What you need to do → Output a character-exact copy of the data, images removed.

Recorded data →
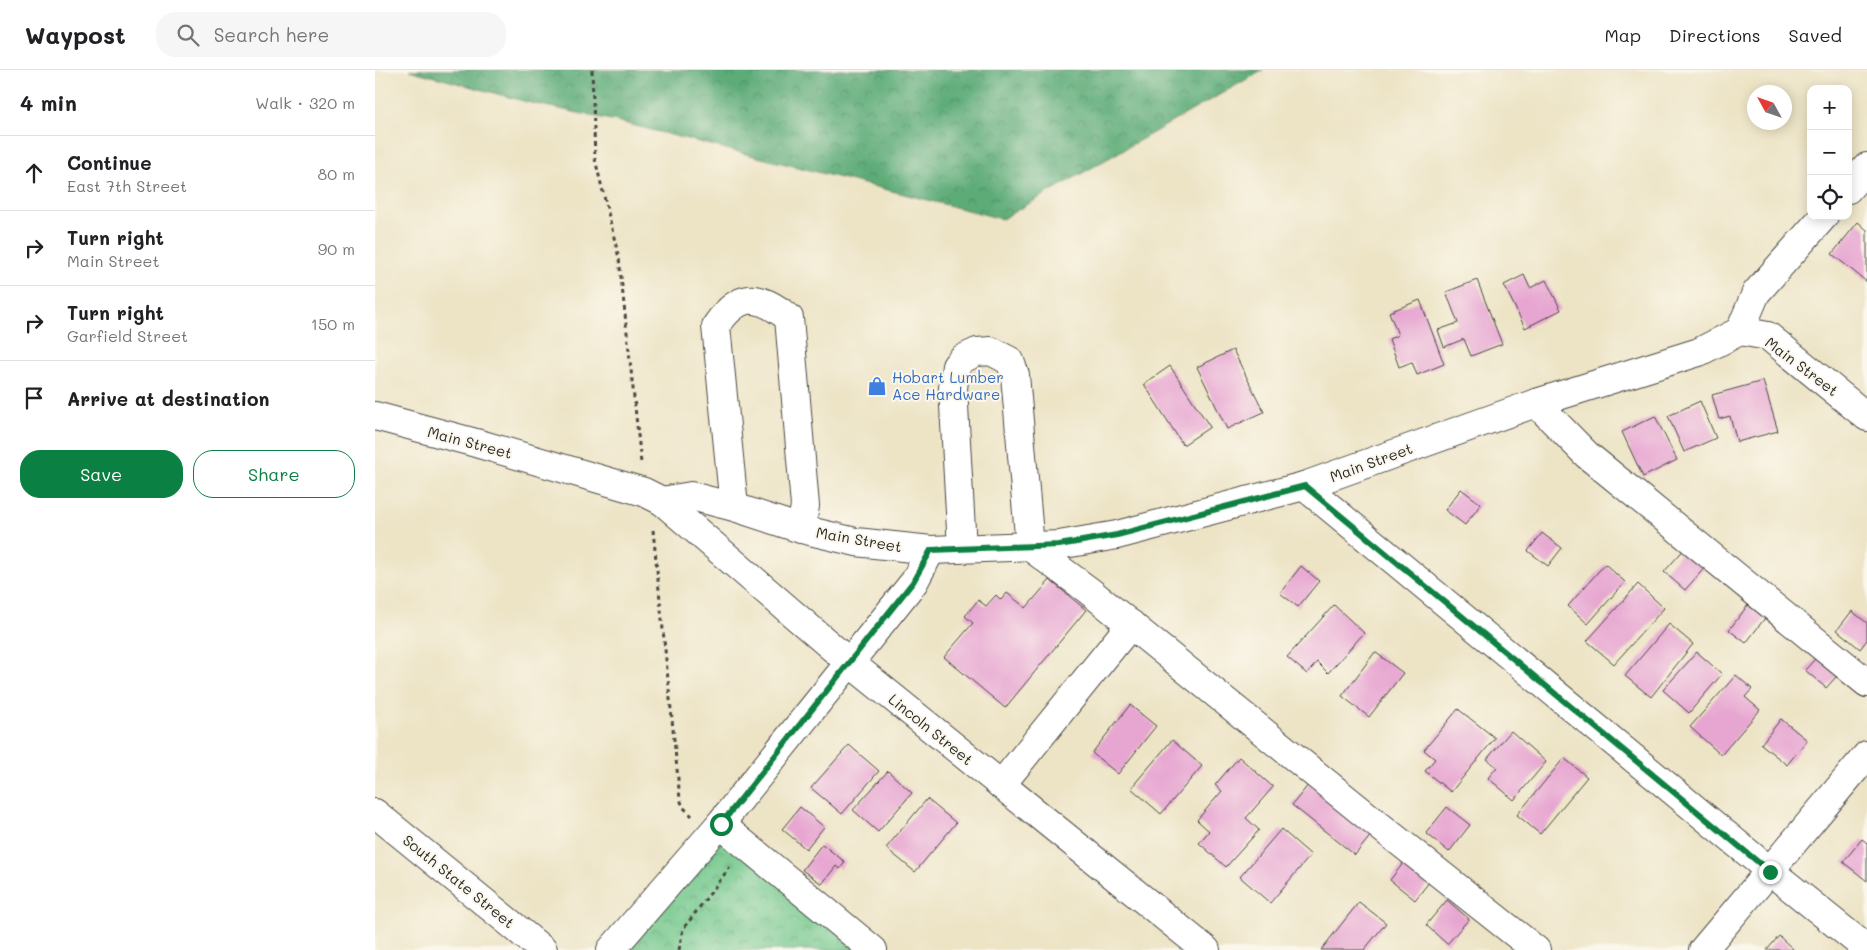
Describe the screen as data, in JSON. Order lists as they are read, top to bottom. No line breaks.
{"streets":{"street":["Main Street","Lincoln Street","South State Street"]},"crossings":[["Main Street","Lincoln Street"]],"places":{"shop":["Hobart Lumber Ace Hardware"]},"north":"top left","page":{"header":"Waypost","search":"Search here","nav":["Map","Directions","Saved"],"heading":["4 min","Walk · 320 m"],"map_buttons":["+","−"],"list":[["Continue","East 7th Street","80 m"],["Turn right","Main Street","90 m"],["Turn right","Garfield Street","150 m"],"Arrive at destination"],"buttons":["Save","Share"]}}
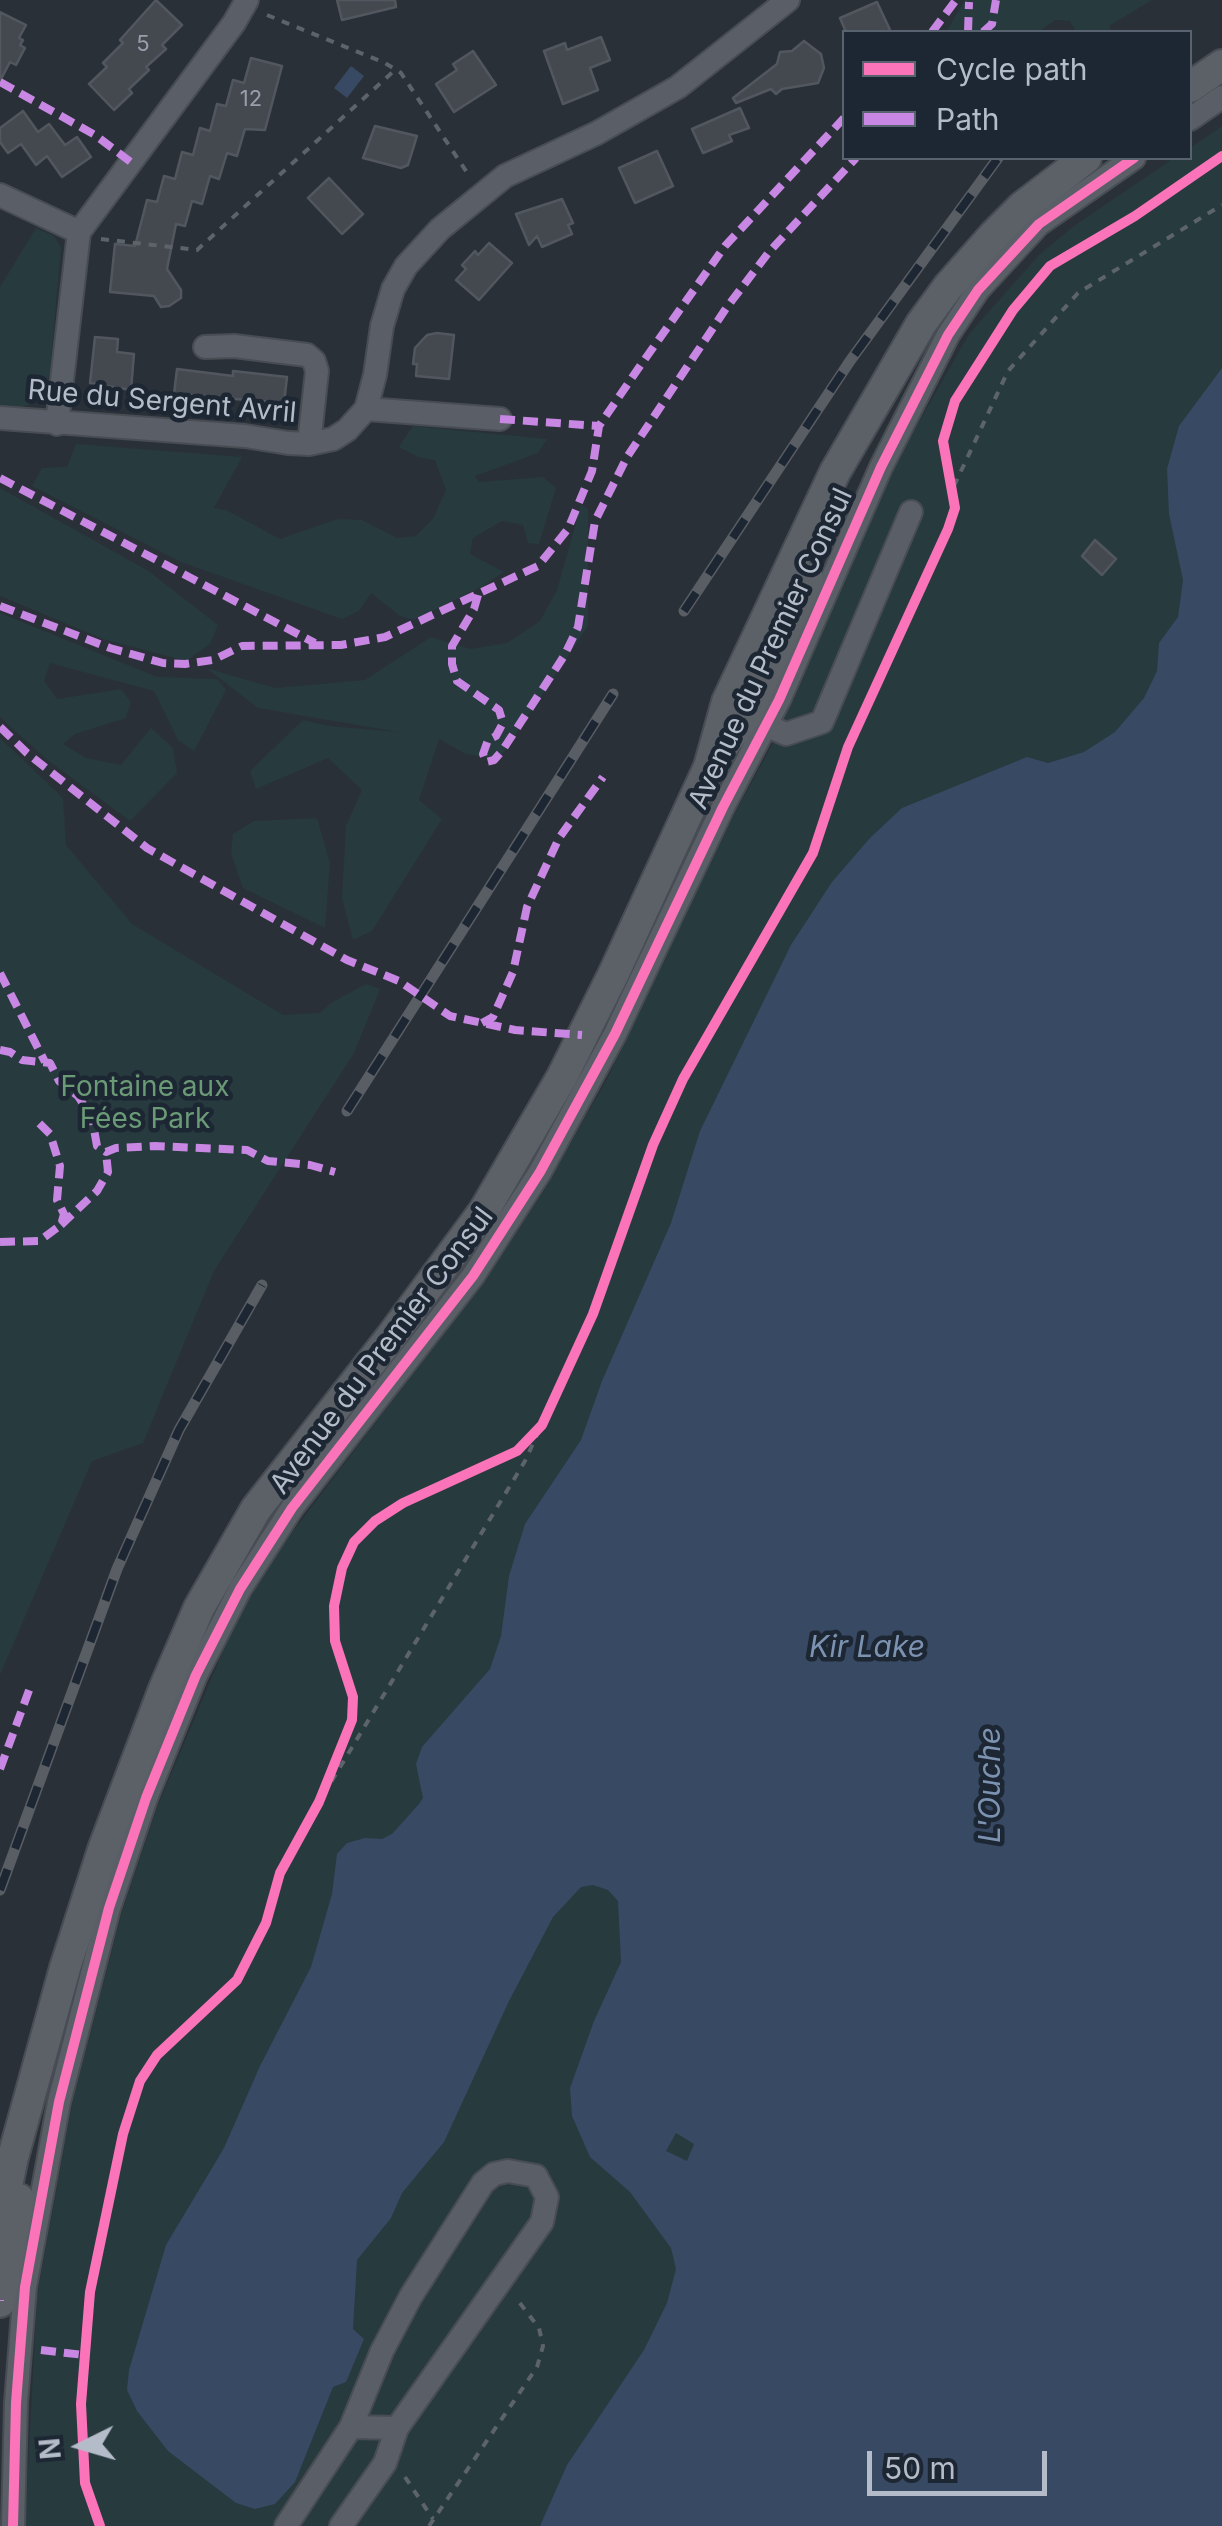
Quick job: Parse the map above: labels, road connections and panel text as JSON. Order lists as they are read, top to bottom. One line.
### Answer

Result of this task →
Describe the screen as data, in JSON. Order lists as they are read, top to bottom. No line breaks.
{"streets":{"street":["Main Street","Lincoln Street","South State Street"]},"crossings":[["Main Street","Lincoln Street"]],"places":{"shop":["Hobart Lumber Ace Hardware"]},"north":"top left","page":{"header":"Waypost","search":"Search here","nav":["Map","Directions","Saved"],"heading":["4 min","Walk · 320 m"],"map_buttons":["+","−"],"list":[["Continue","East 7th Street","80 m"],["Turn right","Main Street","90 m"],["Turn right","Garfield Street","150 m"],"Arrive at destination"],"buttons":["Save","Share"]}}
Quick job: Parse the map above: labels, road connections and panel text as JSON. Order lists as they are read, top to bottom. One line.
### Answer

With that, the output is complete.